The nationwide debate over private prisons came to the Princeton campus this year, with students speaking out against corporations contracted by the federal government to house inmates.

For-profit prisons came to center stage in February, after the Justice Department under President Trump’s administration opted out of the previous administration’s plan to gradually discontinue the practice.

Former Princeton student Daniel Teehan devoted much of his time as an undergraduate to fighting for prison reform. Teehan was the co-president of the Students for Prison Education and Reform (SPEAR) and served as a spokesperson for the Princeton Prison Divest Initiative (PPPD). Both projects call on the university to divest from detention centers and privatized prisons.

While Princeton says it does not currently invest in private prison corporations, Teehan’s groups wanted a guarantee that it would not do so in the future. But after students submitted a proposal on future divestment to the Princeton Resources Committee, it was unanimously rejected and not passed on to the Board of Trustees.

In response, Teehan and a coalition of activists, including members of Princeton’s Black Justice League and the Asian Students Coalition, staged a walkout and teach-in. In an interview, Teehan said that the referendum review process “had broken down” and was “not responsive.”

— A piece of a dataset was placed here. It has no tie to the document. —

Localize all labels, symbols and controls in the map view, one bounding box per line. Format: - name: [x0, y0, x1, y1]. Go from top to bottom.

But engineering professor Michael Littman, who now chairs the Resources Committee, called the walkout “counterproductive” and “rude.” He explained that any divestment proposal must meet three sets of criteria before it reaches the Board of Trustees: win a campus consensus, present a sustained interest, and show a conflict with the university’s core values.

In 1978, the university withdrew a portion of its endowment from corporations with ties to South African apartheid. Neither Littman nor University Treasurer Carolyn Ainslie believed that Teehan’s proposal mirrored the urgency of that case.

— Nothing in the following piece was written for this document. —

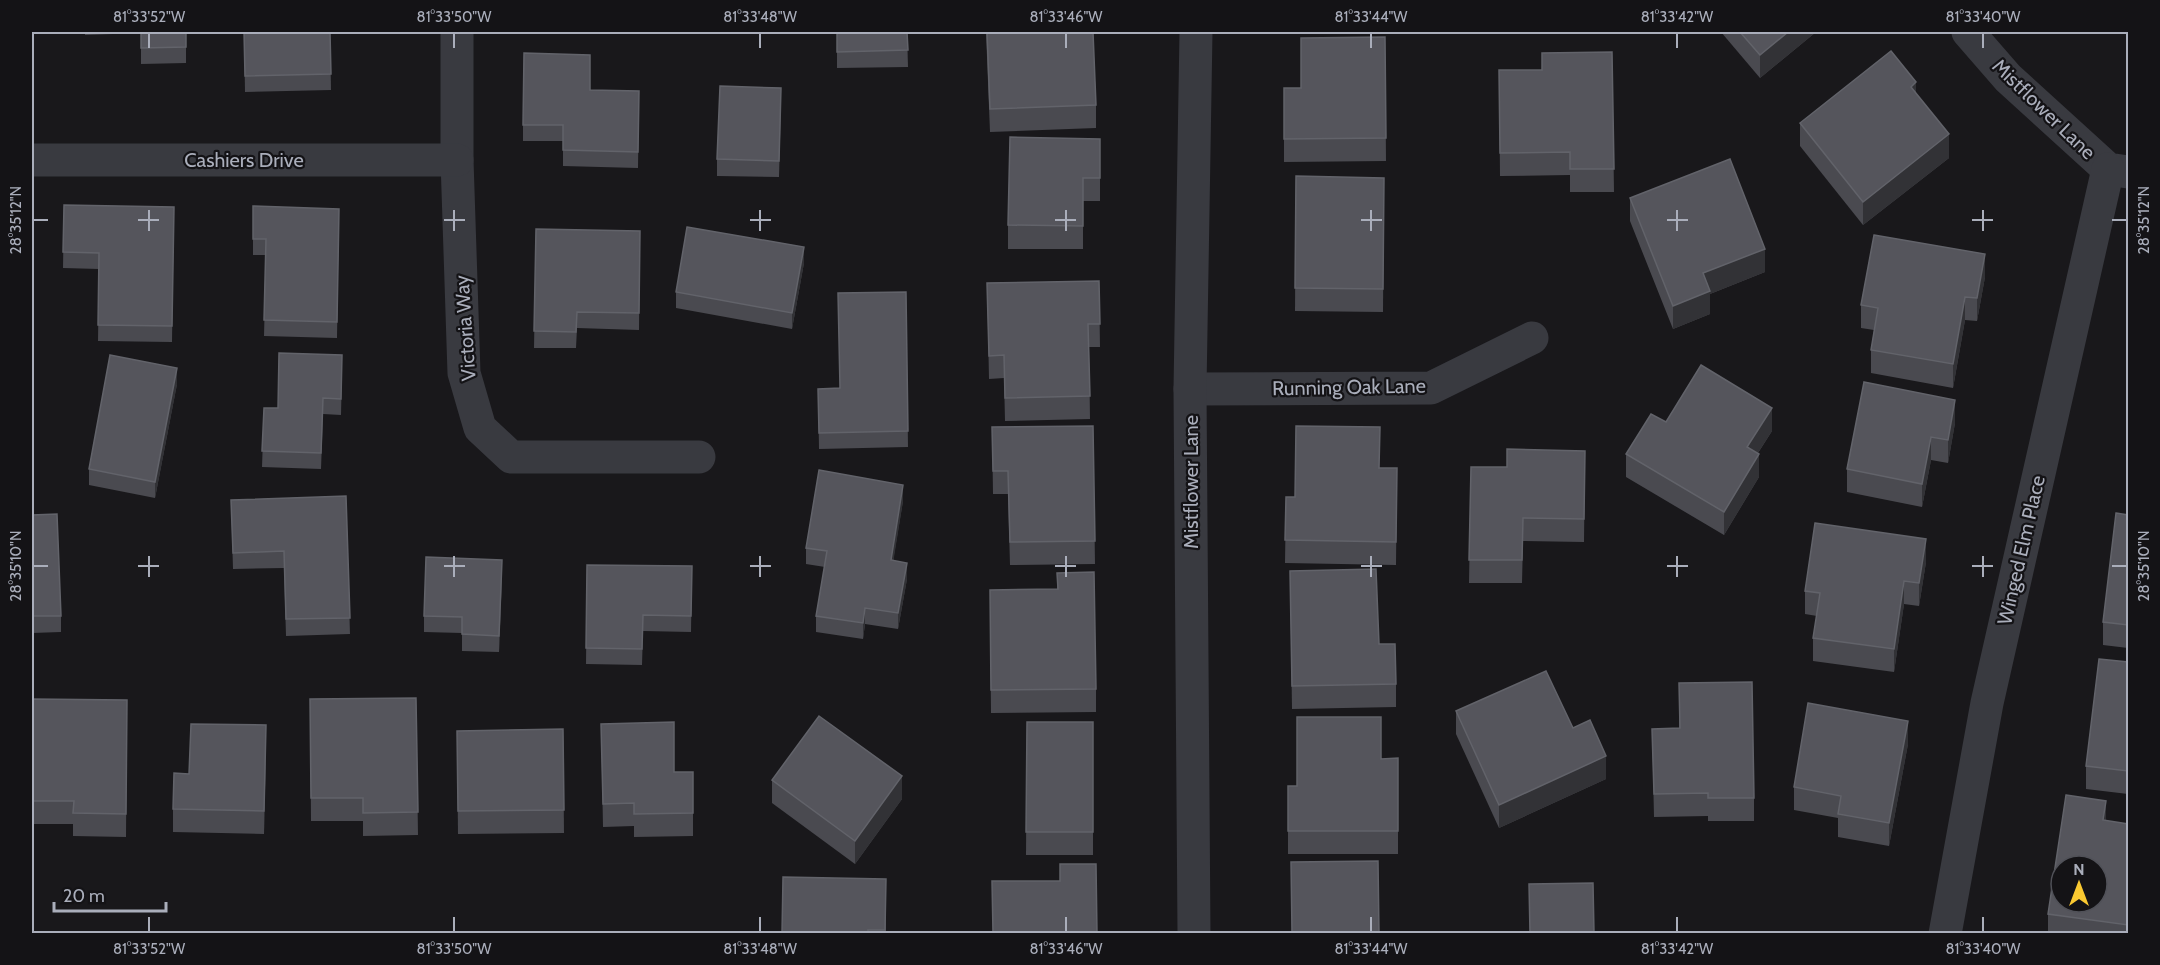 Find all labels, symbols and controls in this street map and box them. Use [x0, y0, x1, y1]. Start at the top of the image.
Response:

Teehan said he was especially concerned about the length of time it took for Princeton to state on record that the university does not invest in private prisons. Teehan also expressed wariness over what he described as extreme secrecy surrounding investments that contribute to the school’s endowment, now more than $22 billion total.

Ainslie disputed the claims of secrecy, saying Princeton does not reveal its investment portfolio in order to maximize its potential return. In addition, the university does not directly invest its money, instead hiring third parties to serve as intermediaries between the school and the corporations it invests in.

Now, the issue of Princeton’s future investment in private prisons remains at an impasse. Princeton’s Resources Committee will continue to review new proposals as they are submitted on divestiture — not directly because of the group’s actions, “[but] because it’s our job,” said Littman.